Javascript must be enabled to continue!

A Novel Approach to Data Extraction on Hyperlinked Webpages

The World Wide Web has an enormous amount of useful data presented as HTML tables. These tables are often linked to other web pages, providing further detailed information to certain attribute values. Extracting schema of such relational tables is a challenge due to the non-existence of a standard format and a lack of published algorithms. We downloaded 15,000 web pages using our in-house developed web-crawler, from various web sites. Tables from the HTML code were extracted and table rows were labeled with appropriate class labels. Conditional random fields (CRF) were used for the classification of table rows, and a nondeterministic finite automaton (NFA) algorithm was designed to identify simple, complex, hyperlinked, or non-linked tables. A simple schema for non-linked tables was extracted and for the linked-tables, relational schema in the form of primary and foreign-keys (PK and FK) were developed. Child tables were concatenated with the parent table’s attribute value (PK), serving as foreign keys (FKs). Resultantly, these tables could assist with performing better and stronger queries using the join operation. A manual checking of the linked web table results revealed a 99% precision and 68% recall values. Our 15,000-strong downloadable corpus and a novel algorithm will provide the basis for further research in this field.

MDPI AG

Kamran Shaukat Nayyer Masood Matloob Khushi

Applied Sciences

2019

Title: A Novel Approach to Data Extraction on Hyperlinked Webpages

Description:

The World Wide Web has an enormous amount of useful data presented as HTML tables.

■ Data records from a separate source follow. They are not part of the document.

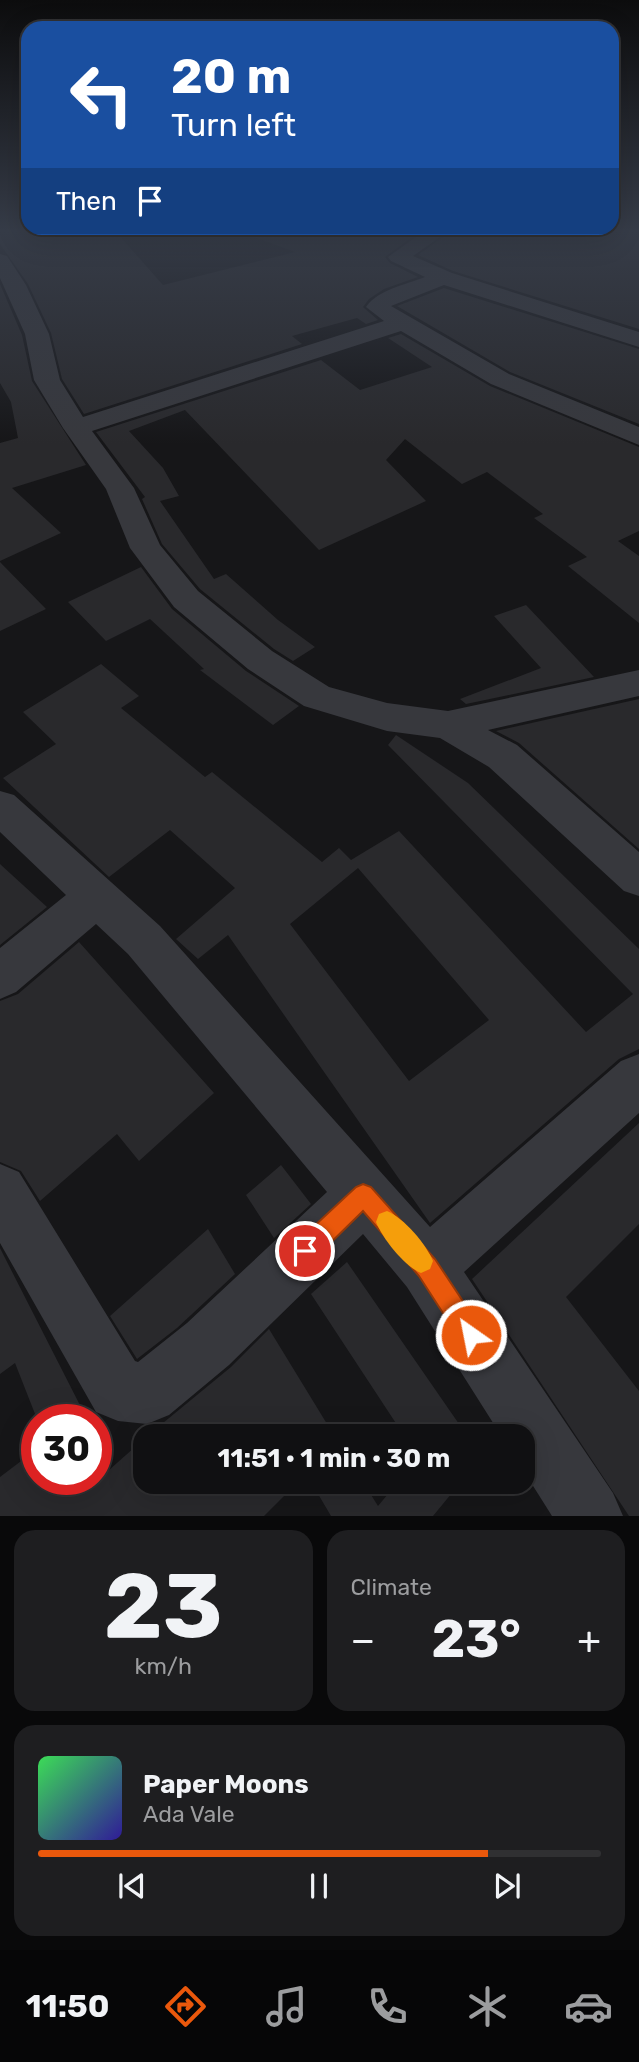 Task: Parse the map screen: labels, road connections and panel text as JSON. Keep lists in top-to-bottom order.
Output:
{
  "page": {
    "turn": ["20 m", "Turn left"],
    "then": "Then",
    "limit": "30",
    "trip": "11:51 · 1 min · 30 m",
    "tile": [
      ["23", "km/h"],
      "Climate"
    ],
    "heat": ["−", "23°", "+"],
    "song": ["Paper Moons", "Ada Vale"],
    "tabs": "11:50"
  }
} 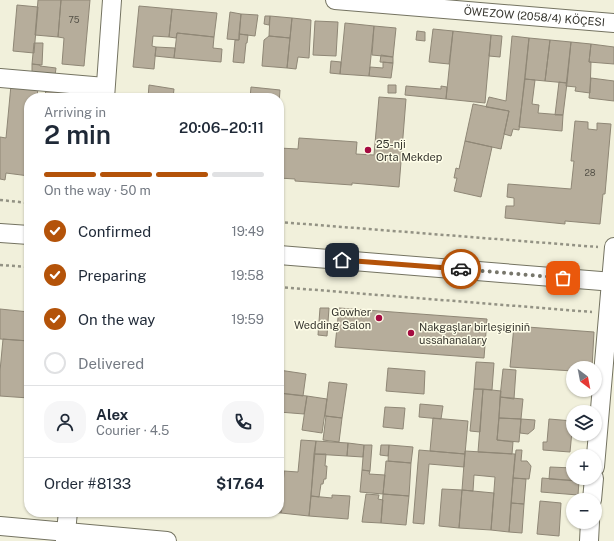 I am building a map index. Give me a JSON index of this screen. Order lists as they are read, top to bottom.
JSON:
{
  "streets": {
    "street": ["ÖWEZOW (2058/4) KÖÇESI"]
  },
  "places": ["25-nji Orta Mekdep", "Gowher Wedding Salon", "Nakgaşlar birleşiginiň ussahanalary"],
  "house_numbers": ["75", "28"],
  "north": "bottom right",
  "page": {
    "heading": ["2 min", "Arriving in", "20:06–20:11"],
    "panel": [
      "Alex",
      "Courier · 4.5",
      "Order #8133",
      "$17.64"
    ],
    "bar": "On the way · 50 m",
    "list": [
      ["Confirmed", "19:49"],
      ["Preparing", "19:58"],
      ["On the way", "19:59"],
      "Delivered"
    ],
    "map_buttons": ["+", "−"]
  }
}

These tables are often linked to other web pages, providing further detailed information to certain attribute values.

Extracting schema of such relational tables is a challenge due to the non-existence of a standard format and a lack of published algorithms.

We downloaded 15,000 web pages using our in-house developed web-crawler, from various web sites.

Tables from the HTML code were extracted and table rows were labeled with appropriate class labels.

Conditional random fields (CRF) were used for the classification of table rows, and a nondeterministic finite automaton (NFA) algorithm was designed to identify simple, complex, hyperlinked, or non-linked tables.

A simple schema for non-linked tables was extracted and for the linked-tables, relational schema in the form of primary and foreign-keys (PK and FK) were developed.

Child tables were concatenated with the parent table’s attribute value (PK), serving as foreign keys (FKs).

Resultantly, these tables could assist with performing better and stronger queries using the join operation.

A manual checking of the linked web table results revealed a 99% precision and 68% recall values.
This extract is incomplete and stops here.